#### [What you have to do]
Your answer should consist of every line from the records that holds the string "function".

(Source data)
┄┄┄┄┄┄
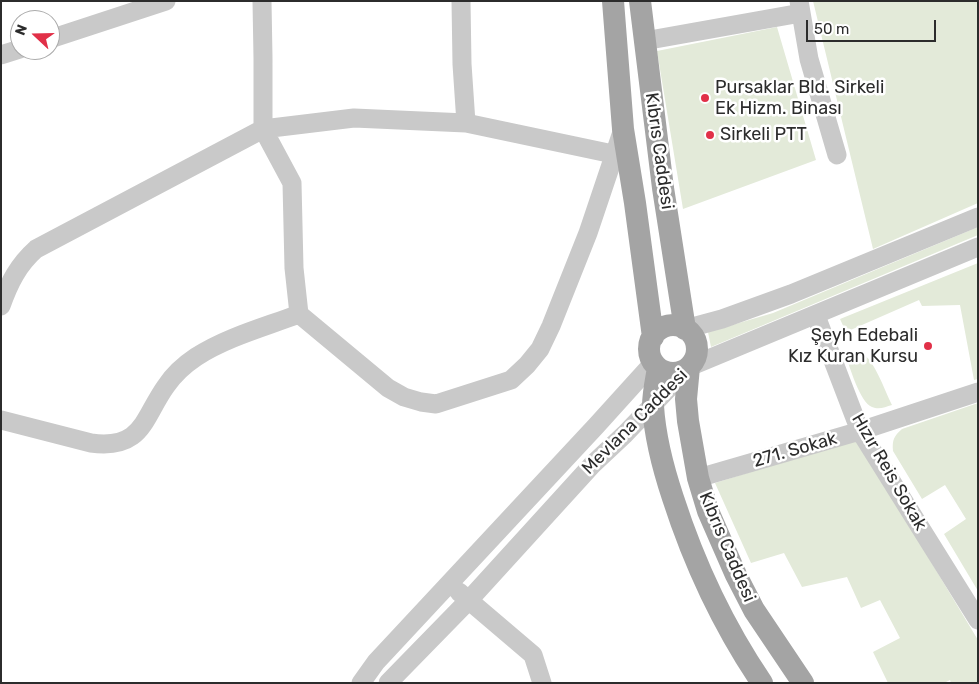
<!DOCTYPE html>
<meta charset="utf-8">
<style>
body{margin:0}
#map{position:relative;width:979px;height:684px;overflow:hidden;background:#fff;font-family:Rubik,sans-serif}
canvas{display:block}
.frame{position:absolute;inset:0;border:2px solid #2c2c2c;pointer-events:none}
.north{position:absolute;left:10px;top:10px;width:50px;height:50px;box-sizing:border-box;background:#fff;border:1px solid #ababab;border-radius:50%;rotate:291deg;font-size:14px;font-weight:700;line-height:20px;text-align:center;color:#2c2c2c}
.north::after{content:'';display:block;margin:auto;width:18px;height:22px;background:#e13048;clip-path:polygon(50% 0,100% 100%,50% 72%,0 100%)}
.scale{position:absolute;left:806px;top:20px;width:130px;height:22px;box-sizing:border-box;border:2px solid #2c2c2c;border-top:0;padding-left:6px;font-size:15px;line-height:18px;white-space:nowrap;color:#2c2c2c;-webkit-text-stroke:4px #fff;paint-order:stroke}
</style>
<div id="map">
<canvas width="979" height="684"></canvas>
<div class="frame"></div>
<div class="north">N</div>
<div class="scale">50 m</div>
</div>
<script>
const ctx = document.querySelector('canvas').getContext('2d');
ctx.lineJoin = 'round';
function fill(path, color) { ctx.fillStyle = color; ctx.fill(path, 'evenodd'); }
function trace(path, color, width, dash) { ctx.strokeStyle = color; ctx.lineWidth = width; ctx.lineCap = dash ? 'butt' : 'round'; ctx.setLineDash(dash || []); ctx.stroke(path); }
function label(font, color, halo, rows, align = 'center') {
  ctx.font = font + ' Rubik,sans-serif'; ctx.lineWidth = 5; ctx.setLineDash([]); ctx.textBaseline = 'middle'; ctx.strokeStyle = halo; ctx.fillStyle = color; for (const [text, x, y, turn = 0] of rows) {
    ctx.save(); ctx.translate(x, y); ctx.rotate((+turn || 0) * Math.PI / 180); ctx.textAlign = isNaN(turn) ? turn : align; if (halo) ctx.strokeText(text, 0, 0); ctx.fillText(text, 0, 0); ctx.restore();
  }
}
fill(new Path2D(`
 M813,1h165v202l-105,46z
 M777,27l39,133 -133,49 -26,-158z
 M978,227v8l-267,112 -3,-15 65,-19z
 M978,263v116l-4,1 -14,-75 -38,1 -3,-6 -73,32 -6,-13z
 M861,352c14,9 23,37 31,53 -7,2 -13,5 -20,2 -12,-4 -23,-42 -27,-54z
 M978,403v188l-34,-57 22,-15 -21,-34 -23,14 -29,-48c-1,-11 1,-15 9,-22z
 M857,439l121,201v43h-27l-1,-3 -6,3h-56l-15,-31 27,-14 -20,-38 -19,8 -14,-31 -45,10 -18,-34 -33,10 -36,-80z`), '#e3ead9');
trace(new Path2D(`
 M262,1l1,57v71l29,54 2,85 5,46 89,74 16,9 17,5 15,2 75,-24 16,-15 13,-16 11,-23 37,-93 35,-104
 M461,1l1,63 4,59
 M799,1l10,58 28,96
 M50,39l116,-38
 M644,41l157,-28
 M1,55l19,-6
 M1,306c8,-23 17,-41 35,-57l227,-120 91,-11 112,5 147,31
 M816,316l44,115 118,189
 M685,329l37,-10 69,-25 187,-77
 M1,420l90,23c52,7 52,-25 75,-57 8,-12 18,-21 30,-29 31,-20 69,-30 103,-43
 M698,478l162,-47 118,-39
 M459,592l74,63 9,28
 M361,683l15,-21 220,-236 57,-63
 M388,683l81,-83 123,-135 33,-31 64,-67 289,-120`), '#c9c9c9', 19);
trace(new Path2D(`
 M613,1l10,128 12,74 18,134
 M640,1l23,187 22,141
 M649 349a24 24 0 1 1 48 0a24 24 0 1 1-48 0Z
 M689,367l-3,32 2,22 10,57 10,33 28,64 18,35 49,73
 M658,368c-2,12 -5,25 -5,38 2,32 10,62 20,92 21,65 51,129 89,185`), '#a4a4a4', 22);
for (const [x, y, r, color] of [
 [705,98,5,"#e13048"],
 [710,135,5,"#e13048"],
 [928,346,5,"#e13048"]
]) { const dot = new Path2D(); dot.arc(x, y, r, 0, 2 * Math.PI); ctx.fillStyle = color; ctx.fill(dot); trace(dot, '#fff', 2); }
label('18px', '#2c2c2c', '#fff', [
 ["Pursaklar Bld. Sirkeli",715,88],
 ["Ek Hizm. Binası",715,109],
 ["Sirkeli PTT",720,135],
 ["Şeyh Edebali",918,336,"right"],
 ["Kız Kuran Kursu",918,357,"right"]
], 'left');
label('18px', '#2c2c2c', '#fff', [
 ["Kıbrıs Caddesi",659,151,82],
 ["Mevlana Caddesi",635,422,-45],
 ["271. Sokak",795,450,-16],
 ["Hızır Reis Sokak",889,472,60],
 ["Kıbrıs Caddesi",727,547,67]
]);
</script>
┄┄┄┄┄┄
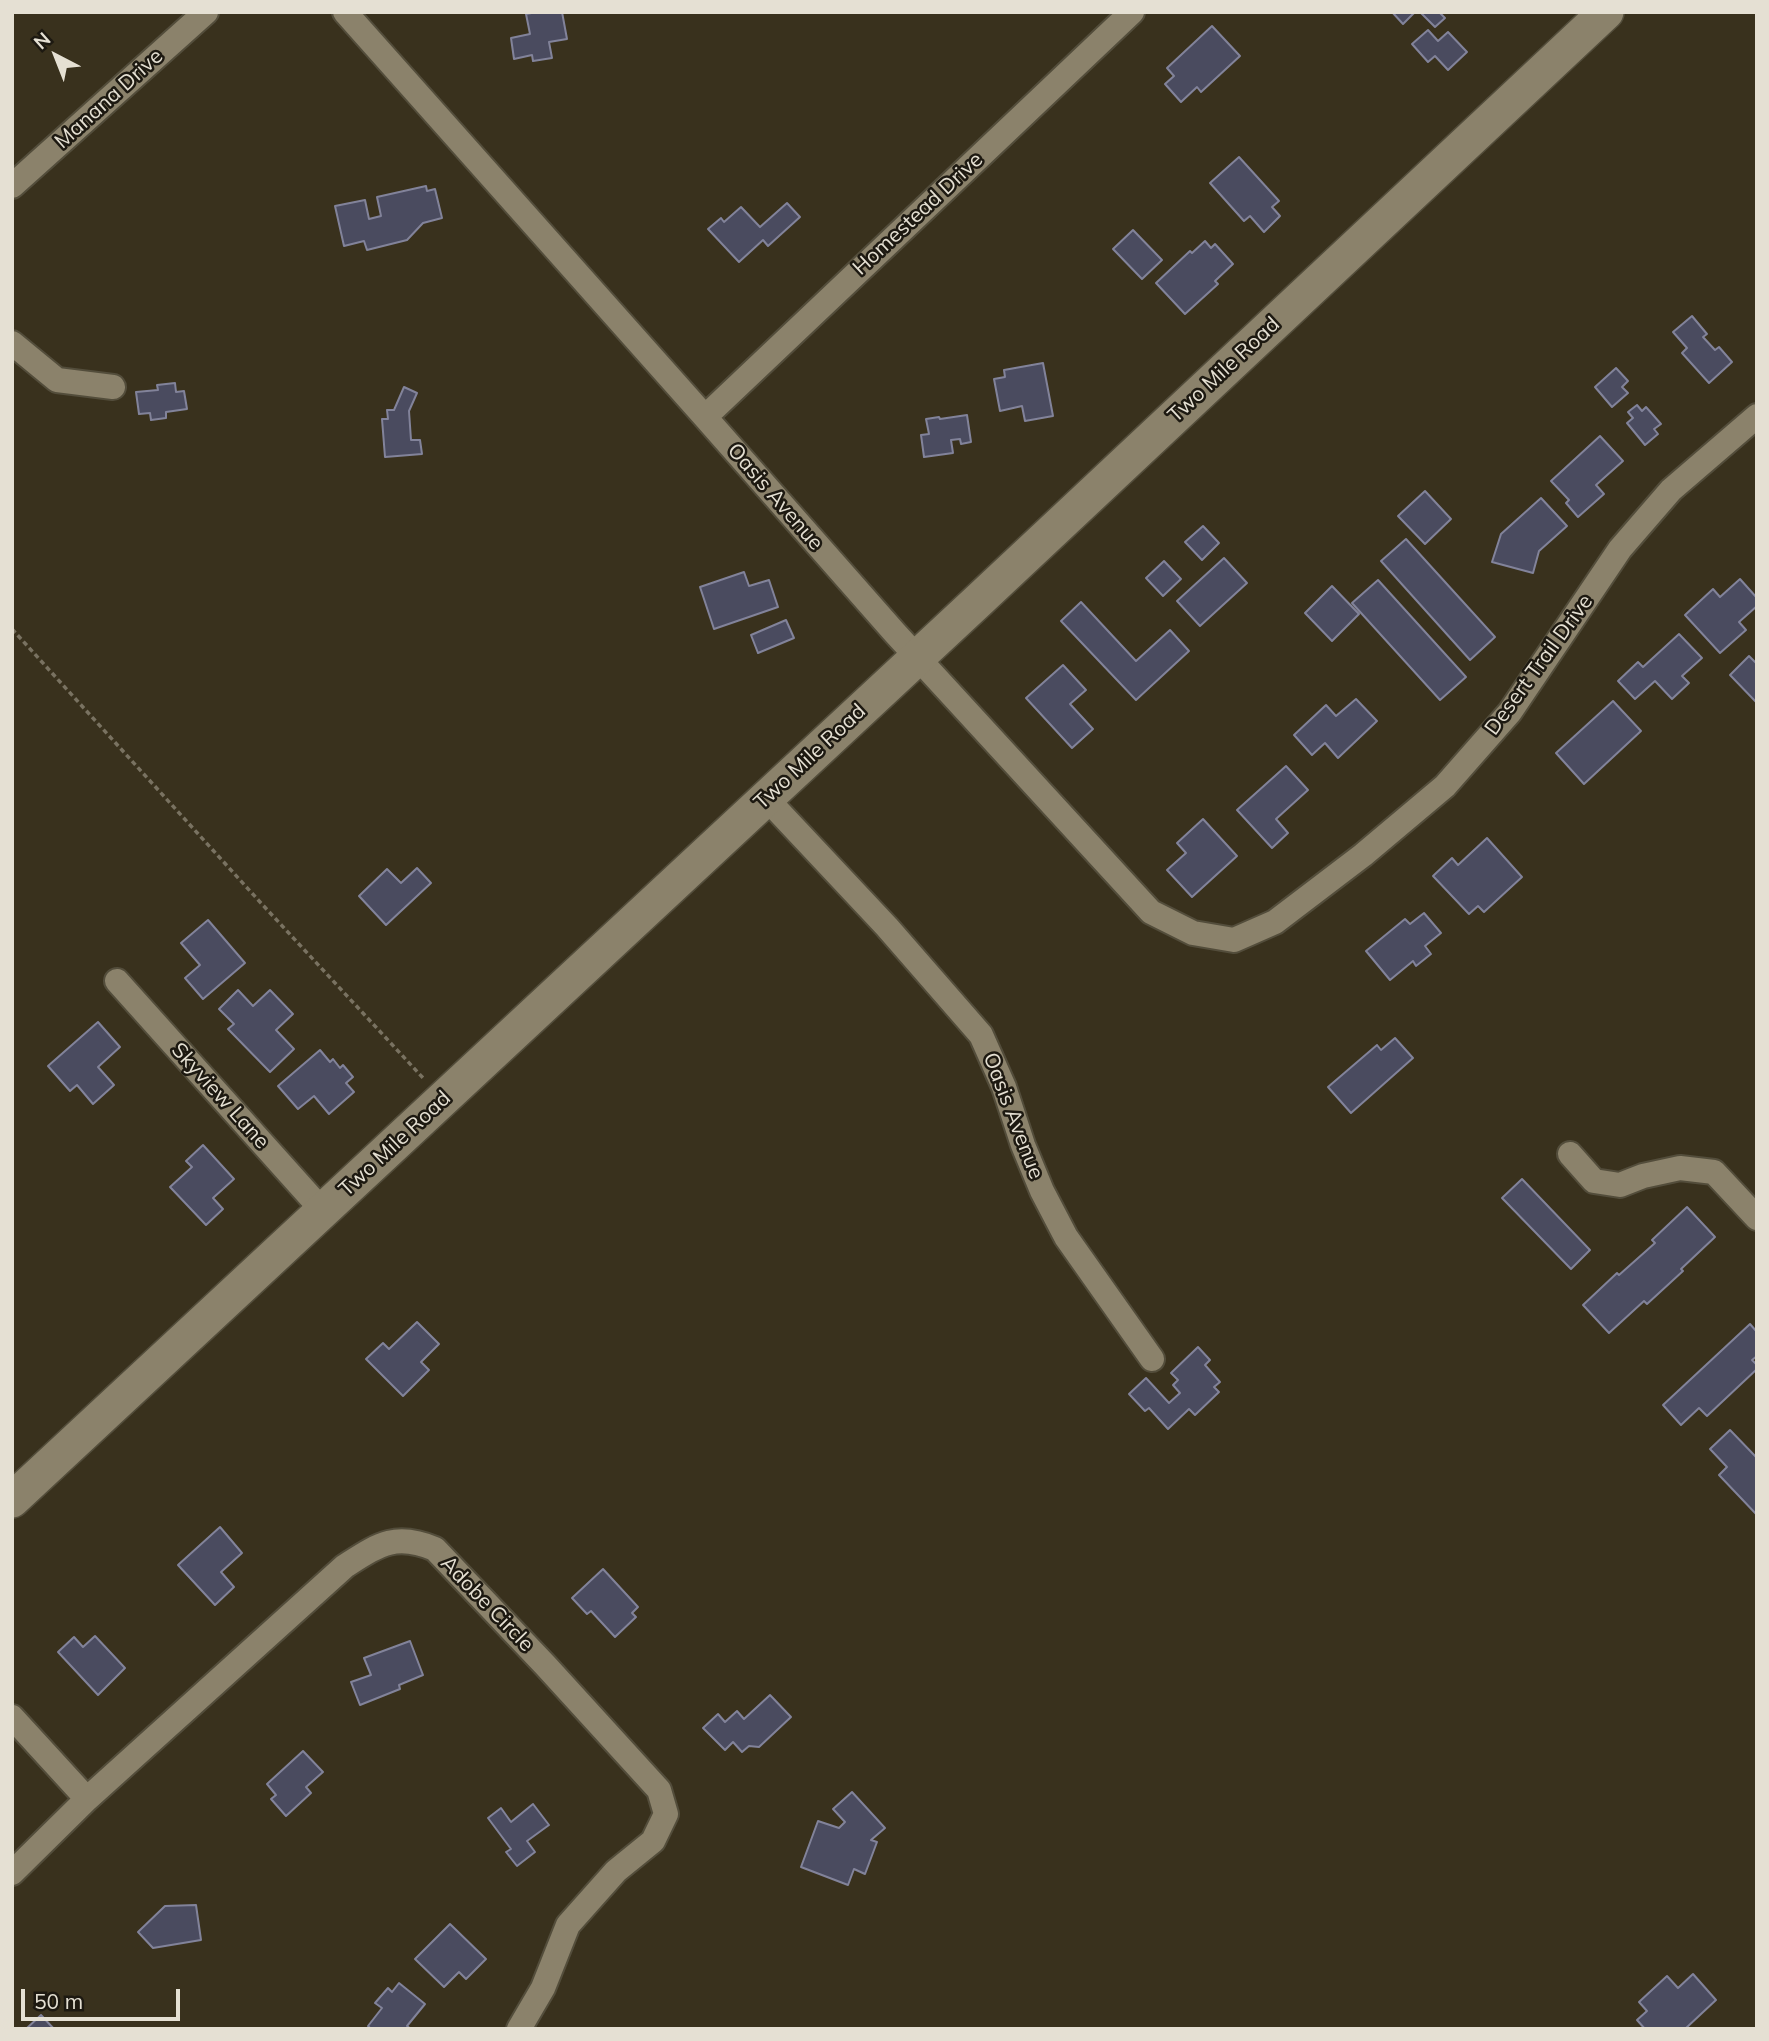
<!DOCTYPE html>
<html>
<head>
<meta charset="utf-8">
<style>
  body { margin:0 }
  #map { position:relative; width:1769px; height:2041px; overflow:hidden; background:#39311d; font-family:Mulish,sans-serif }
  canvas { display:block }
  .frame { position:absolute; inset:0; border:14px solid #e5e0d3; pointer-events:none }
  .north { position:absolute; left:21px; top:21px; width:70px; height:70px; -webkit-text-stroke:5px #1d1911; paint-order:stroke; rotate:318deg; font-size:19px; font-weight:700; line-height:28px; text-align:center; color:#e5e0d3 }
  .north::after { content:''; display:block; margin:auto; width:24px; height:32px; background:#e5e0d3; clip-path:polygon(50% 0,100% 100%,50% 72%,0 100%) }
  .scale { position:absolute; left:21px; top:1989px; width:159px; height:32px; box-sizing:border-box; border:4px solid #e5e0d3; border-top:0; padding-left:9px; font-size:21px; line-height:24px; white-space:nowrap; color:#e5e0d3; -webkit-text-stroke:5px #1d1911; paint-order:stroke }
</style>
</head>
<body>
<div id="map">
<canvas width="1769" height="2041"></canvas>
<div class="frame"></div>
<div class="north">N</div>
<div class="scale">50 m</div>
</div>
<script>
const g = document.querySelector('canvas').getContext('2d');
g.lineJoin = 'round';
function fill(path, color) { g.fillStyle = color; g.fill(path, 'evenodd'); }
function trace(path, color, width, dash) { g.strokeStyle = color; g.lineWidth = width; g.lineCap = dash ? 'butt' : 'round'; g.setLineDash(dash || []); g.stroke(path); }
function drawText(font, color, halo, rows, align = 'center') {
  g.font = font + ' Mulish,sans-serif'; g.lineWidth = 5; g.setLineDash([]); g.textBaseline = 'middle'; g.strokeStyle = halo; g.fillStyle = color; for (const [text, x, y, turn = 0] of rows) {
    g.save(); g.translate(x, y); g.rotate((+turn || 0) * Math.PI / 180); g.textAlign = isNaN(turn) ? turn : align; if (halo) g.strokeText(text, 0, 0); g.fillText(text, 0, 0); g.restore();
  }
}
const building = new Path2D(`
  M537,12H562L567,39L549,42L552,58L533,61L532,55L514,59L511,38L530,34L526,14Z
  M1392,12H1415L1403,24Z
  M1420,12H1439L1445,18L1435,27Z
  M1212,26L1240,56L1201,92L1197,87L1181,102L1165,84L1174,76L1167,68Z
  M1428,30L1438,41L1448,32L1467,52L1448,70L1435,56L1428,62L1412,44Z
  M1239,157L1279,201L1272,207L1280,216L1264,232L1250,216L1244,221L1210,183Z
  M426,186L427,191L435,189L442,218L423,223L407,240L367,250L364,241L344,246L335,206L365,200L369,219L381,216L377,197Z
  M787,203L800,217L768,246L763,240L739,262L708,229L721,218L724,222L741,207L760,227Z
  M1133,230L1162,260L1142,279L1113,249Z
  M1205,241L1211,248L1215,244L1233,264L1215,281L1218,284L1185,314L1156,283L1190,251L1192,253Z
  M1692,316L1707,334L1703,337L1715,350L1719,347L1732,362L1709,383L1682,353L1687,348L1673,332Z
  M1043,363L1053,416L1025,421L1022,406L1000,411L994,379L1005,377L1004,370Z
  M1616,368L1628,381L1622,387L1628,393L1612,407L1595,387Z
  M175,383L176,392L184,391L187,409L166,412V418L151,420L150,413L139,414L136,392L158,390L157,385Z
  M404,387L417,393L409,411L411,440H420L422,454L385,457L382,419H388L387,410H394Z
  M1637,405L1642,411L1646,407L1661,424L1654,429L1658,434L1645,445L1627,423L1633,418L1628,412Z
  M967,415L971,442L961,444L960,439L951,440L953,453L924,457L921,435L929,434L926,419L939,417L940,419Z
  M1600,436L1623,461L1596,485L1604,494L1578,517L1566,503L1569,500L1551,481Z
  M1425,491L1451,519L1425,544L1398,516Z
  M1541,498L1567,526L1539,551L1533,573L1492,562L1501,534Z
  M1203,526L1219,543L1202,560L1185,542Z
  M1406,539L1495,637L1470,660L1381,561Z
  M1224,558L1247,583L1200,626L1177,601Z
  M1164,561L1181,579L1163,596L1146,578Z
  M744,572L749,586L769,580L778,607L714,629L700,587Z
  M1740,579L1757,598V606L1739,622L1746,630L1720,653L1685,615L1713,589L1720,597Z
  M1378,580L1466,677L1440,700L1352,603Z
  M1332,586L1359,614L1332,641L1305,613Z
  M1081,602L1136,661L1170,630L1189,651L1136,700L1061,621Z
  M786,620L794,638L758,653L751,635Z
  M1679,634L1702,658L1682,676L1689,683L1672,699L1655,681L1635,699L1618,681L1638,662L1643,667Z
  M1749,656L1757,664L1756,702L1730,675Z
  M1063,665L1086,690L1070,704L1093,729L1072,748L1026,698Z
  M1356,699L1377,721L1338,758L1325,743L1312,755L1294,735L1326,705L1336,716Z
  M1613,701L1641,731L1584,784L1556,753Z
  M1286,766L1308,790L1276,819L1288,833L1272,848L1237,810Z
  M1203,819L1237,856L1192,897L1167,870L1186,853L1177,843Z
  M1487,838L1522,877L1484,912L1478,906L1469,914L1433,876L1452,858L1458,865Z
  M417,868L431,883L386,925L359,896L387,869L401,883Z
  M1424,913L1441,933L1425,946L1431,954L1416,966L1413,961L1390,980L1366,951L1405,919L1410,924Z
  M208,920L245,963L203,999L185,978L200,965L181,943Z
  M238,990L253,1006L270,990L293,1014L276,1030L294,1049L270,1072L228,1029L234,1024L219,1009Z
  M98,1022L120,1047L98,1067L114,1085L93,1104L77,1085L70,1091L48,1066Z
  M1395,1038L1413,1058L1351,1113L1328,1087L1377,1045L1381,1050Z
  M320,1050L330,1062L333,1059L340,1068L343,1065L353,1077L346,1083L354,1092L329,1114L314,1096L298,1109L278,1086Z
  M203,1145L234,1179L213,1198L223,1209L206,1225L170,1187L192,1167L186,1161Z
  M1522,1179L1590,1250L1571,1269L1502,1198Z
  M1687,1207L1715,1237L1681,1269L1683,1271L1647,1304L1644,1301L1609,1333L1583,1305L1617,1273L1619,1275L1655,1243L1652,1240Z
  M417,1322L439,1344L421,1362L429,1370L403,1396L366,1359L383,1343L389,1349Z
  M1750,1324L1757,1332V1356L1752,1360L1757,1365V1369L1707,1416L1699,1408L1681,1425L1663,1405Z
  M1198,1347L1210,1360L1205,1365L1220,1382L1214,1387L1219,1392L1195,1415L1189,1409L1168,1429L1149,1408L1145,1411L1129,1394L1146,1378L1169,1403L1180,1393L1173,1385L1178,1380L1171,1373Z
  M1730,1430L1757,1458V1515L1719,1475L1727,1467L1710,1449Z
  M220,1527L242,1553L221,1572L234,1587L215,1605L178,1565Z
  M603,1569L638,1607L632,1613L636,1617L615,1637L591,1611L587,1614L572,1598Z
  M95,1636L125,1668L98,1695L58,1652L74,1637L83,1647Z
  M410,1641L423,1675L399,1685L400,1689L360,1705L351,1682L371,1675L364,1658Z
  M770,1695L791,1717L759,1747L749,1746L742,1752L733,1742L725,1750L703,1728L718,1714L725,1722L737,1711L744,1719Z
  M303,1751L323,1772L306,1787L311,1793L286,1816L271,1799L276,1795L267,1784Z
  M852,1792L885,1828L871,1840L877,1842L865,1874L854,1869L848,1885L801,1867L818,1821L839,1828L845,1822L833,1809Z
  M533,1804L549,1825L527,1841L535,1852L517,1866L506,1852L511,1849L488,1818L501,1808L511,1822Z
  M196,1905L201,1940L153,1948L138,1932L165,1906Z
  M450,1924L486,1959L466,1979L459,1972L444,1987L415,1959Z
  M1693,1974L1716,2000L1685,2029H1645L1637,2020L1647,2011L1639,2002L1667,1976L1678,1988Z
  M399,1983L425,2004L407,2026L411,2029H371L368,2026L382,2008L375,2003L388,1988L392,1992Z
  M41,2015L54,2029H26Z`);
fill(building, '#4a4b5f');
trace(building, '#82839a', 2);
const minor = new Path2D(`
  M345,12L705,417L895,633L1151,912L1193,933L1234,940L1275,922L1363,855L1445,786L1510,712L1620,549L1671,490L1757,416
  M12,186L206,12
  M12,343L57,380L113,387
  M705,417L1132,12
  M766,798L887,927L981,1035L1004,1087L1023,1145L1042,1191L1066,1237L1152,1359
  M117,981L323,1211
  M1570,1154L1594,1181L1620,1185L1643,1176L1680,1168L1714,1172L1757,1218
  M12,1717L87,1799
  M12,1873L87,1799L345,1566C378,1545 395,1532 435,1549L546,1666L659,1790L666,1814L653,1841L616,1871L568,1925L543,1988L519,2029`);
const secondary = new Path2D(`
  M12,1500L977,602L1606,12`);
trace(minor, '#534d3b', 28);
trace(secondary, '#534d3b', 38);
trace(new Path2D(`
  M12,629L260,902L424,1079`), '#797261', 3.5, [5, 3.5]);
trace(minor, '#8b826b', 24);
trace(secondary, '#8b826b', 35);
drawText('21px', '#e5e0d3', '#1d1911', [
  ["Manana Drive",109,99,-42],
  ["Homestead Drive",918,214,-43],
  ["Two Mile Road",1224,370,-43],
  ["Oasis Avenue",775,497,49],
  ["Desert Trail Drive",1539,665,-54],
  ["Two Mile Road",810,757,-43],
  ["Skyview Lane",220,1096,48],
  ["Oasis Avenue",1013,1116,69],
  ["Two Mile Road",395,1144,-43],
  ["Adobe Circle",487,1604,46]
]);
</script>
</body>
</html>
┄┄┄┄┄┄
#### [Your response]
function fill(path, color) { ctx.fillStyle = color; ctx.fill(path, 'evenodd'); }
function trace(path, color, width, dash) { ctx.strokeStyle = color; ctx.lineWidth = width; ctx.lineCap = dash ? 'butt' : 'round'; ctx.setLineDash(dash || []); ctx.stroke(path); }
function label(font, color, halo, rows, align = 'center') {
function fill(path, color) { g.fillStyle = color; g.fill(path, 'evenodd'); }
function trace(path, color, width, dash) { g.strokeStyle = color; g.lineWidth = width; g.lineCap = dash ? 'butt' : 'round'; g.setLineDash(dash || []); g.stroke(path); }
function drawText(font, color, halo, rows, align = 'center') {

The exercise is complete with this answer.